Hope and I could find nothing more suitable than the kitchen bin, so I took out the trash bag and ran back to my car, leaving her poised on the building’s concrete foundation edge and looking dubiously from the broken ground between her and the fence-line to her stilettos. “I don’t even know if there’s a gate between here and there that you could take water through,” she said. “I hardly know my way around yet.”

I went back toward the still snorting and milling horses. There was no way to get water to them. No way even to fill the bucket. I called Paphiakos’ large animal rescue. “It’s a police matter,” they said. “Nothing we can do at this point.” But they said that they would call the police again.

I took the kitchen bin back and on the way met the Cypriot foreman of the builders. He took in my flushed face and escaping hair, the tank top strap sliding off my shoulder, and the corner of his mouth turned up. “Are they your horses?” No, but I know something about horses. “How? Where are you from?” London, via the US. “Ah! And how long have you been in Cyprus?” Seventeen years. “That’s why you speak such good Greek.” Well, I’m married to a Cypriot and have children at the school. “See, over on that hill, that’s where the horses are from.” He pointed to a corral and barn about three hundred metres away. Two other horses were still there. “They’ve been around for a few days behind the school.” I told him I thought they were thirsty, and a thirsty horse will break a fence to get water, never mind attempting to cross a road.

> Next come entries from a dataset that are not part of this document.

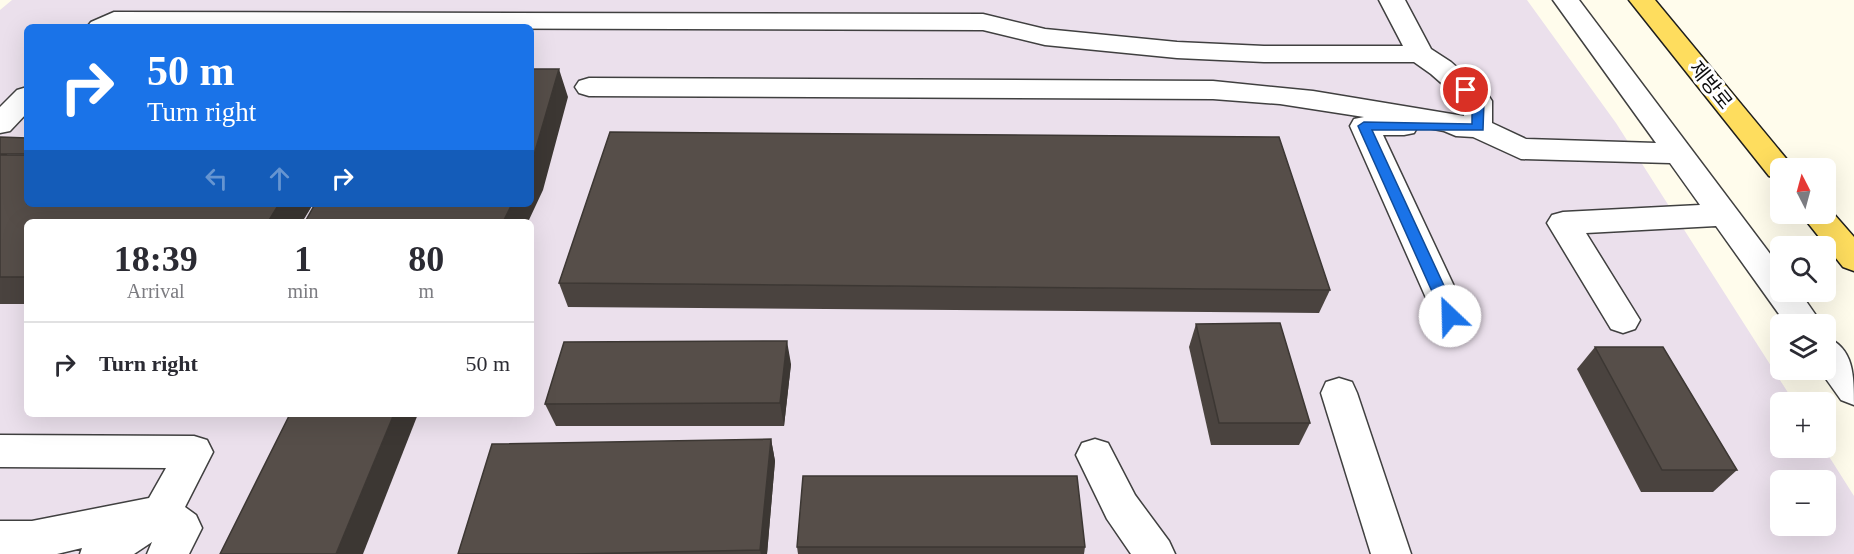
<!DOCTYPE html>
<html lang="en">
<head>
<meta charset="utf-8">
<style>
	:root { --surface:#fff; --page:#f2f2f3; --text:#2b2b33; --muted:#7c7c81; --line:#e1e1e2 }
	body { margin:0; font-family:"Times New Roman","Noto Sans KR",serif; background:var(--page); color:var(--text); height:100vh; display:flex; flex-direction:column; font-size:22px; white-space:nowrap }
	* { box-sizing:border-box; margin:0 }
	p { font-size:20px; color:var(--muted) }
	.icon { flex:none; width:33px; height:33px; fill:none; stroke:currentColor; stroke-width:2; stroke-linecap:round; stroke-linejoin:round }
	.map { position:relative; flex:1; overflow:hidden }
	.drawer { position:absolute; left:24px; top:219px; width:510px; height:198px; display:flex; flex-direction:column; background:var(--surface); border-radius:9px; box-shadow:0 6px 24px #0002 }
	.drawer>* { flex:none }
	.guide { position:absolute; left:24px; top:24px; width:510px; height:183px; border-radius:9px; box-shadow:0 6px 24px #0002; background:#1a73e8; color:#fff; overflow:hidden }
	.needle { width:39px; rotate:354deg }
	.tools { position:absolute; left:1770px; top:158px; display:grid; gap:12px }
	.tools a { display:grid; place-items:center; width:66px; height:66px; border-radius:9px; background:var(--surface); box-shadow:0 6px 24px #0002; font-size:30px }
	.pin { position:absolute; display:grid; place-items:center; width:51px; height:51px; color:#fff; margin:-26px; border:3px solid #fff; border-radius:50%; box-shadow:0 2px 6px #0007 }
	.me { position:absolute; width:66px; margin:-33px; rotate:336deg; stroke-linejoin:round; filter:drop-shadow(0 0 4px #0008) }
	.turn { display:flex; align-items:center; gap:21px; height:126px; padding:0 24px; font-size:27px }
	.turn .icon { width:78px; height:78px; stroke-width:2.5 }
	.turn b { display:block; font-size:42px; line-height:51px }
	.lanes { display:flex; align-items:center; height:57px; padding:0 24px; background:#0003; justify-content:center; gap:30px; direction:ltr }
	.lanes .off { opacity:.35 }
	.eta { display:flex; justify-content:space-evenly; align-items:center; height:102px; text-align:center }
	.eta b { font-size:36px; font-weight:600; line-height:42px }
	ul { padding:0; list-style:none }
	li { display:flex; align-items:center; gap:18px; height:84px; padding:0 24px; border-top:2px solid var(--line) }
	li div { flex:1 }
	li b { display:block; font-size:22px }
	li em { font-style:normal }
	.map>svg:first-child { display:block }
	.industrial { fill:#ebe0ec; fill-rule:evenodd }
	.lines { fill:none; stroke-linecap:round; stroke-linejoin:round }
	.minor-casing { stroke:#404040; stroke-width:3 }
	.major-casing { stroke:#1e1e1e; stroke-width:3 }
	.minor { fill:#fff; fill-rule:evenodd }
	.major { fill:#fedd5e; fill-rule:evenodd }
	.wall { fill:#4a433f }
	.shaded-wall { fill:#3c3733 }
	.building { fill:#564e49; stroke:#3c3733; stroke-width:1.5 }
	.route { fill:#1a73e8; stroke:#114b97; stroke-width:1.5 }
	.labels { text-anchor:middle; stroke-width:6; stroke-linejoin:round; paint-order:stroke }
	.street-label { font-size:20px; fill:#0d0d0d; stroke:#fff }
</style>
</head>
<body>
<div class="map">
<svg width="1854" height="554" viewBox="0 0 1854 554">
	<rect width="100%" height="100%" fill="#fffcec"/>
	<!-- industrial -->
	<path class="industrial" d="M12 0H1527L1616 123 1794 402H1780V447H1823L1854 496V554H0V10ZM27 27H531V204H27ZM27 222H531V414H27ZM1780 480H1826V525H1780Z"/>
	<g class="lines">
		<!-- minor casing -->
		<g class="minor-casing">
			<g id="minor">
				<polygon points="1379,0 1405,0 1431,49 1451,62 1488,95 1492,101 1492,123 1526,139 1656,143 1553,0 1579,0 1780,267 1780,291 1799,291 1822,324 1786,324 1716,226 1586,233 1640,320 1635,329 1623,333 1611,329 1547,223 1552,215 1563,212 1700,205 1670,163 1521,159 1473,137 1456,136 1444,131 1418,126 1414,133 1404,135 1383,135 1468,316 1463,325 1451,329 1439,325 1434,316 1350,126 1354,119 1364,117 1280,104 1213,99 589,96 579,93 575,87 579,81 589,78 1213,81 1313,91 1464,116 1464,103 1431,74 1414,62 1264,62 1177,58 1045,45 983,30 87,27 91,22 114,12 983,14 1045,29 1177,42 1264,46 1403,46"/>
				<polygon points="27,87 27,113 10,131 0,133 0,107 17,90"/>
				<path d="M1826 337C1854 348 1854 376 1854 405L1841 400 1819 369H1826Z"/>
				<polygon points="1339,378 1352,382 1357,393 1411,554 1371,554 1321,393 1326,382"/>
				<polygon points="0,435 194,436 207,440 213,452 185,507 196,515 202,528 189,554 147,554 152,542 134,554 80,554 82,548 57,554 0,554 0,521 32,521 149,498 166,468 0,467"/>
				<polygon points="1095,439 1108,443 1135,495 1169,541 1175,554 1131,554 1107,519 1076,455 1082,443"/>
			</g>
		</g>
		<!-- major casing -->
		<g class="major-casing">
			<g id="major">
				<polygon points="1629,0 1655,0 1794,168 1780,168 1780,179 1769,176"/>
				<polygon points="1826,205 1854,237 1854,271 1843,267 1800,213 1826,213"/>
			</g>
		</g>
		<!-- minor -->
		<use href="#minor" class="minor"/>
		<!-- major -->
		<use href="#major" class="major"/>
	</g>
	<!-- wall -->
	<g class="wall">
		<polygon points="0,137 27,204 313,204 302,222 27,222 27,304 0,304"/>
		<polygon points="559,283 1330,290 1319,313 568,307"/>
		<polygon points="1196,324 1310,423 1299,445 1211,445 1189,347"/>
		<polygon points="1595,347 1737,470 1713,492 1641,492 1577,369"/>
		<polygon points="791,364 784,426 556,426 545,404"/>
		<polygon points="771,439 775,461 767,554 458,554"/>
		<polygon points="797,547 1085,547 1084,554 798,554"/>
	</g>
	<!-- shaded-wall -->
	<g class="shaded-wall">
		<polygon points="559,69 568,97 543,190 528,222 503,222 512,204 531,204 531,165"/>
		<polygon points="279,204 313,204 302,222 268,222"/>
		<polygon points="787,341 791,364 784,426 780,403"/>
		<polygon points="394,414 418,414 363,554 336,554"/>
		<polygon points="771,439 775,461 767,554 761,554 760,550"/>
	</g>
	<!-- building -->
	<g class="building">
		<polygon points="531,69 559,69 531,165"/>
		<polygon points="610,132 1279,137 1330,290 559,283"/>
		<polygon points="0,137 27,138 27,154 0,154"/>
		<polygon points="0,155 27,155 27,204 279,204 268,222 27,222 27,277 0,277"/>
		<polygon points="315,204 512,204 503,222 305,222"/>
		<polygon points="1280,323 1310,423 1219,423 1196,324"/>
		<polygon points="787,341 780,403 545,404 564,342"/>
		<polygon points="1595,347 1663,347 1737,470 1662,470"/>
		<polygon points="290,414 394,414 336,554 220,554"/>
		<polygon points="771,439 760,550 574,554 458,554 492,444"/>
		<polygon points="803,476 1077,476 1085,547 797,547"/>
	</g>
	<!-- route -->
	<polygon class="route" points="1466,86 1484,101 1483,130 1372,130 1458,316 1450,321 1443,316 1358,126 1364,122 1472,124 1472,102 1460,90"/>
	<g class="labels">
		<!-- street labels -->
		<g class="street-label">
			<text transform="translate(1711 85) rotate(51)" y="7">제방로</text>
		</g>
	</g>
</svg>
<div class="tools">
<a><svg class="needle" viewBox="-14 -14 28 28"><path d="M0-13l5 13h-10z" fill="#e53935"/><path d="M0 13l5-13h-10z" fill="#7c7c81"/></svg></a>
<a><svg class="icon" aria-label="search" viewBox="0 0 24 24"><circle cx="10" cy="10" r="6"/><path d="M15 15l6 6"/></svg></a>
<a><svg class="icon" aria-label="layers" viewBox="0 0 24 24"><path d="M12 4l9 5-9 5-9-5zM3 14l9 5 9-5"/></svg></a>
<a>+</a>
<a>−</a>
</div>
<div class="pin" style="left:1466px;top:90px;background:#d93025"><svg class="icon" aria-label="arrive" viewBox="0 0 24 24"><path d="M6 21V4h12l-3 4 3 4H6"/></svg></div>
<svg class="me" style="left:1450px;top:316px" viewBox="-20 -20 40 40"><circle r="19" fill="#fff"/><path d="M0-13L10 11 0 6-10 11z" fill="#1a73e8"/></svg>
<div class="guide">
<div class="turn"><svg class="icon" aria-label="right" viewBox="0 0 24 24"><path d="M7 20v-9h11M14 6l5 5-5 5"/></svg><div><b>50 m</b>Turn right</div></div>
<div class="lanes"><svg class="icon off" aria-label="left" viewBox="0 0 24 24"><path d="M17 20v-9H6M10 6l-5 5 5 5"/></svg><svg class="icon off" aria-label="ahead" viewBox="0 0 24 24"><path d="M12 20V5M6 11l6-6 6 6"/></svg><svg class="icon" aria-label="right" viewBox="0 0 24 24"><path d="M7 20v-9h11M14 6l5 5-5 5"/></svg></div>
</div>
<section class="drawer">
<div class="eta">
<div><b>18:39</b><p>Arrival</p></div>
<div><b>1</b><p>min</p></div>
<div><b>80</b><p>m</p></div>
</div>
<ul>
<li><svg class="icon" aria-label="right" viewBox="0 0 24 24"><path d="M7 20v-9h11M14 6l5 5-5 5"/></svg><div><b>Turn right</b></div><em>50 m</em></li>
</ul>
</section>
</div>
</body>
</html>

Then I remembered the irrigation canal – two metres wide, two metres deeps, unfenced, with sloping concrete sides, and the scene of numerous drownings over the years. If they went in there looking for water, it would take more than the police to get them out. “I’m just trying to prevent an accident!” I told him, and headed for my car, dialling Yianni’s number again. Maybe he knew the owner. But this time there was no answer.

As I reached the front of the school I saw a patrol car with flashing lights, I saw stopped traffic, I saw three horses, spooked but still standing. And I saw Yiannis and another man herding them into the gate from which they had originally come. Yiannis spotted me and waved. “I tried calling you!” I shouted. “Are they yours?” He nodded. “Thanks!” “I had to call the cops!” I told him. “No, fine. It’s ok now.” And he followed them into the field and closed the gate. I called Paphiakos and told them that the situation was under control, and went for a word with the cops.

Once the adrenaline subsided, what fascinated me about the episode was different people’s reactions. The airhead secretary, who treated it as a joke (has she ever scraped a horse off the road?), the AP and her disciplined delegation of tasks, SMT (for whom the other shoe has yet to drop), the secretary who did her best to help, the former-Soviet builders and their shrugs, the Cypriot foreman and his frank appraisal.

I hope Yiannis keeps his gates shut in future.

1 comment:

  1. Well done on keeping the horses safe.

    Regarding natural pools: I came across a company specialising in them a while back. We have no space for a pool but they were so lovely (the round one with stairs hugging the side in particular) that I bookmarked them. Perhaps it might help with your research.